On the other hand, Sorkin does not unearth much evidence for a Goldman conspiracy, though many of the characters milling around on the stage insist on interpreting events as if there were one. Paulson's behavior in particular is murky; he seems more confused and panicked than anything else. And the truth is, if Goldman had gone down, we might as well have packed up and moved to the woods. As for Blankfein, as much as he hates the idea of doing a deal with Wachovia (and he's no pal of former colleague Steel either, which is interesting and an argument against a Goldman mind meld), he sucks it up and listens to Geithner -- until Geithner changes his mind.

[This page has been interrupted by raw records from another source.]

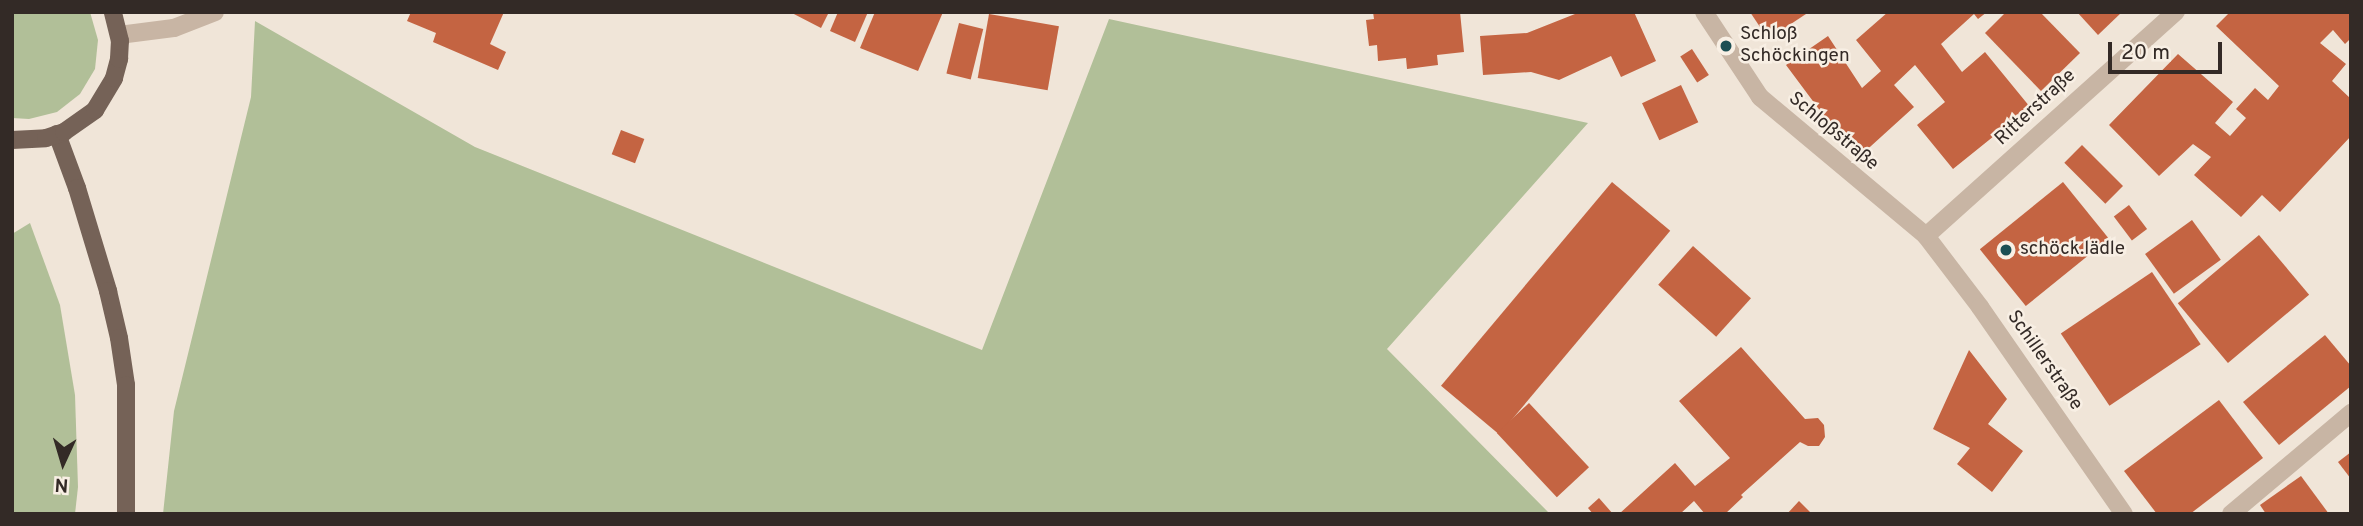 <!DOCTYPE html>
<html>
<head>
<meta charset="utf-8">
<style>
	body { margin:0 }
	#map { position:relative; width:2363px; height:526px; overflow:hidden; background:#f0e5d8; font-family:Overpass,sans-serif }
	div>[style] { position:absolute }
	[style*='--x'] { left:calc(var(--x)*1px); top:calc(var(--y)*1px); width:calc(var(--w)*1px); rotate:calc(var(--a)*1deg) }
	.green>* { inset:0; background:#b1bf98 }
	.building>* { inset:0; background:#c46442; transform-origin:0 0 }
	.minor>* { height:18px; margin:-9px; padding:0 9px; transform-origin:9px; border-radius:9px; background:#c8b5a4 }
	.major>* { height:18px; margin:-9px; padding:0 9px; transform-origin:9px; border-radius:9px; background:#756257 }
	.dots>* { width:19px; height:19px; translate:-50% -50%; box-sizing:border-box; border:4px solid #f8efe4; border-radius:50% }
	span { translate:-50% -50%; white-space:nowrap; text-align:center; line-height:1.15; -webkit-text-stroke:5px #f8efe4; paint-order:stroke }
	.poi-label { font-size:19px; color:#332a26 }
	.left { translate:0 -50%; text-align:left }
	.street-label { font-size:19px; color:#332a26 }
	.frame { position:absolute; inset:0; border:14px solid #332a26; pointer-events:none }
	.north { position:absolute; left:28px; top:428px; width:70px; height:70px; -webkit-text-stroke:5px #f8efe4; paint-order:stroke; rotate:184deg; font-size:19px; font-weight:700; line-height:28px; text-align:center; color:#332a26 }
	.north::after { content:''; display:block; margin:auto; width:24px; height:32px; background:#332a26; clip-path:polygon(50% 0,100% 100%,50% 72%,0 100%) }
	.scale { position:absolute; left:2108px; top:42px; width:114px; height:32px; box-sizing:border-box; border:4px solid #332a26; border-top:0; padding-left:9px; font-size:21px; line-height:24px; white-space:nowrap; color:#332a26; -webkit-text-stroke:5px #f8efe4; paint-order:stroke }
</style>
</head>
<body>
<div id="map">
	<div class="green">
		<div style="clip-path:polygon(12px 12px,90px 12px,98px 40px,95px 69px,80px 94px,57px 112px,29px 119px,12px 118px)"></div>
		<div style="clip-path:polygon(1109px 19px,1588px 123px,1387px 349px,1550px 514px,163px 514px,174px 411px,251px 97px,255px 21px,475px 147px,982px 350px)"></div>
		<div style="clip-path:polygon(30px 223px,60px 305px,75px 395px,78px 487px,75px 514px,12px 514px,12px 234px)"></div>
	</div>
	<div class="building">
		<div style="clip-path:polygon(411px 12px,504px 12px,490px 44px,506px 52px,498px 70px,433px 42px,436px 33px,407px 21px)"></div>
		<div style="clip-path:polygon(790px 12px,829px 12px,821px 28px)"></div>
		<div style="clip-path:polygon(838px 12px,868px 12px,855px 42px,830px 31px)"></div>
		<div style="clip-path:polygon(875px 12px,943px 12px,918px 71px,860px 48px)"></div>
		<div style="clip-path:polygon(1373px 12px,1460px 12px,1464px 52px,1437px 55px,1438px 65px,1407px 69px,1406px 58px,1378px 61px,1377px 45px,1369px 46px,1366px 20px,1374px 19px)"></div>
		<div style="clip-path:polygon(1580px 12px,1634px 12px,1656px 61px,1621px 77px,1611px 56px,1559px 80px,1531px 72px,1483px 75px,1480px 36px,1527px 33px)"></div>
		<div style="clip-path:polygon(1750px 12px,1809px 12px,1768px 39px)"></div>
		<div style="clip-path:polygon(1888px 12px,1987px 12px,1978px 19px,1974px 14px,1941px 44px,1962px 72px,1985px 52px,2030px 107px,1953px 169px,1917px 125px,1945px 102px,1915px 65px,1894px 85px,1914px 107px,1860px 156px,1827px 120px,1786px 65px,1828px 36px,1862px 88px,1881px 71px,1856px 40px)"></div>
		<div style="clip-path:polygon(2006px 12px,2040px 12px,2080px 53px,2041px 91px,1985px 33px)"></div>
		<div style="clip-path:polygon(2077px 12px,2122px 12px,2098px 35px)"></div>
		<div style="clip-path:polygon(2230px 12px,2351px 12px,2351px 38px,2345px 44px,2333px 30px,2320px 43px,2346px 64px,2332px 81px,2351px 99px,2351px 136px,2280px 212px,2262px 195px,2241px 217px,2194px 175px,2211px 157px,2193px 144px,2159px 176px,2109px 125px,2178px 54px,2233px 102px,2215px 123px,2230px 136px,2246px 118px,2236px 109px,2255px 88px,2268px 100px,2279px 86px,2216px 26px)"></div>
		<div style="left:989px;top:14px;width:71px;height:65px;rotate:10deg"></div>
		<div style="left:959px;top:23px;width:25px;height:52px;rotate:14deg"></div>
		<div style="left:1692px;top:49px;width:31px;height:14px;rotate:57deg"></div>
		<div style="left:1681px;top:85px;width:41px;height:43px;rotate:65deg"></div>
		<div style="left:621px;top:130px;width:25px;height:26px;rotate:21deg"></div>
		<div style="left:2082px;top:145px;width:58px;height:25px;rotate:45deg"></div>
		<div style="left:1612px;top:182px;width:76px;height:266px;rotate:40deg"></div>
		<div style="left:2063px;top:182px;width:73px;height:107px;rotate:51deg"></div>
		<div style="left:2129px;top:205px;width:30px;height:19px;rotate:53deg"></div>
		<div style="left:2192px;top:220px;width:49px;height:58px;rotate:54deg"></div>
		<div style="left:2259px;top:235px;width:78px;height:106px;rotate:50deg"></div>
		<div style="left:1693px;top:246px;width:78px;height:52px;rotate:42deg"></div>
		<div style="left:2152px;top:272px;width:87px;height:110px;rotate:56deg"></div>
		<div style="clip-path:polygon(2325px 335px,2351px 366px,2351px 386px,2279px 445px,2243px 402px)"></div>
		<div style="clip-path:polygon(1741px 347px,1805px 419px,1818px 418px,1824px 425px,1825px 437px,1819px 446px,1808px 446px,1800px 442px,1741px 495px,1743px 497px,1725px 514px,1705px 514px,1694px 501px,1680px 514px,1619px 514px,1675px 463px,1695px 486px,1730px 458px,1679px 401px)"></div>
		<div style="clip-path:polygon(1969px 350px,2007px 399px,1988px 424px,2023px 451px,1992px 492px,1957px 464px,1970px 448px,1933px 429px)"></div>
		<div style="clip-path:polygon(2219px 400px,2263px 458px,2190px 514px,2157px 514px,2124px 471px)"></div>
		<div style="left:1529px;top:403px;width:88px;height:44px;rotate:47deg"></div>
		<div style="clip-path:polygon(2351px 452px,2351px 479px,2338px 462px)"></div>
		<div style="clip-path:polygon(2301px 476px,2329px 514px,2266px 514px,2260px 505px)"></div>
		<div style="clip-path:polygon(1599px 498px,1613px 514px,1593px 514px,1588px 508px)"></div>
		<div style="clip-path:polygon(1799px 501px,1812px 514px,1787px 514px)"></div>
	</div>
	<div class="minor">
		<div style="--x:1704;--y:12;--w:102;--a:56.6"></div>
		<div style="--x:1760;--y:97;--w:217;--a:39.9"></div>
		<div style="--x:1926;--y:236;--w:89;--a:52.7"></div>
		<div style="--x:1980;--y:307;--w:252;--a:55.2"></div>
		<div style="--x:119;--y:35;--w:55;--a:-7.3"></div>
		<div style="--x:174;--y:28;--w:44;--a:-21.3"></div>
		<div style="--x:1926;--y:236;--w:336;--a:-41.9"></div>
		<div style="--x:2231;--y:514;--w:157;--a:-40.1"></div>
	</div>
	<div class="major">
		<div style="--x:57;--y:134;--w:58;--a:69.7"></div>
		<div style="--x:77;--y:188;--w:108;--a:73.2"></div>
		<div style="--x:108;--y:291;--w:48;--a:76.8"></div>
		<div style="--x:119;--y:338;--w:48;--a:81.5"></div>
		<div style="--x:126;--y:385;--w:129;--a:90"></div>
		<div style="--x:12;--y:140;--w:34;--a:-3"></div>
		<div style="--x:46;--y:138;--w:19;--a:-18"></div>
		<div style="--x:64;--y:132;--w:38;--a:-35"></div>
		<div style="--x:95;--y:110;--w:37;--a:-59"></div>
		<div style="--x:114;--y:78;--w:20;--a:-75"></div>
		<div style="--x:119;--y:59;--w:18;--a:-87"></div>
		<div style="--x:120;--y:41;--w:30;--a:-104"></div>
	</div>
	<div class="dots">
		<div style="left:1726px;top:46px;background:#1c4f54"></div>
		<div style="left:2006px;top:250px;background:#1c4f54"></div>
	</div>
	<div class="poi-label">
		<span class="left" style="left:1740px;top:46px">Schloß<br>Schöckingen</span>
		<span class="left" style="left:2020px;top:250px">schöck.lädle</span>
	</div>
	<div class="street-label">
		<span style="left:2036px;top:108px;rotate:-43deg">Ritterstraße</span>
		<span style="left:1833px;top:132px;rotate:40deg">Schloßstraße</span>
		<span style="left:2044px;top:361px;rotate:55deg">Schillerstraße</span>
	</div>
	<div class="frame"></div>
	<div class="north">N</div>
	<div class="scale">20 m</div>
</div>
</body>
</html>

Sorkin's excerpt provides the grist to ponder more fundamental issues. Since the Panic of 2008, regulators have argued that they need greater tools to seize banks and firms that are failing. What would have happened in this case? Neither Morgan Stanley nor Goldman was, by any measure, insolvent. They were being victimized by a run, as the panic spread, the stock price fell and clients and counterparties yanked their assets. Based on this scrap of history, it seems clear that Geithner and Paulson would have opted to seize one, or both, of these firms, perhaps halting the panic (or perhaps not) and raising all sorts of charges that the government was out of control and that Paulson and Goldman were running the world. As messy, contingent and frightening as that period was, these two firms survived and, thanks to another messy episode, the TARP, the system survived. But all that's beyond the range of this excerpt. We'll await the book.

Robert Teitelman is the editor in chief of The Deal.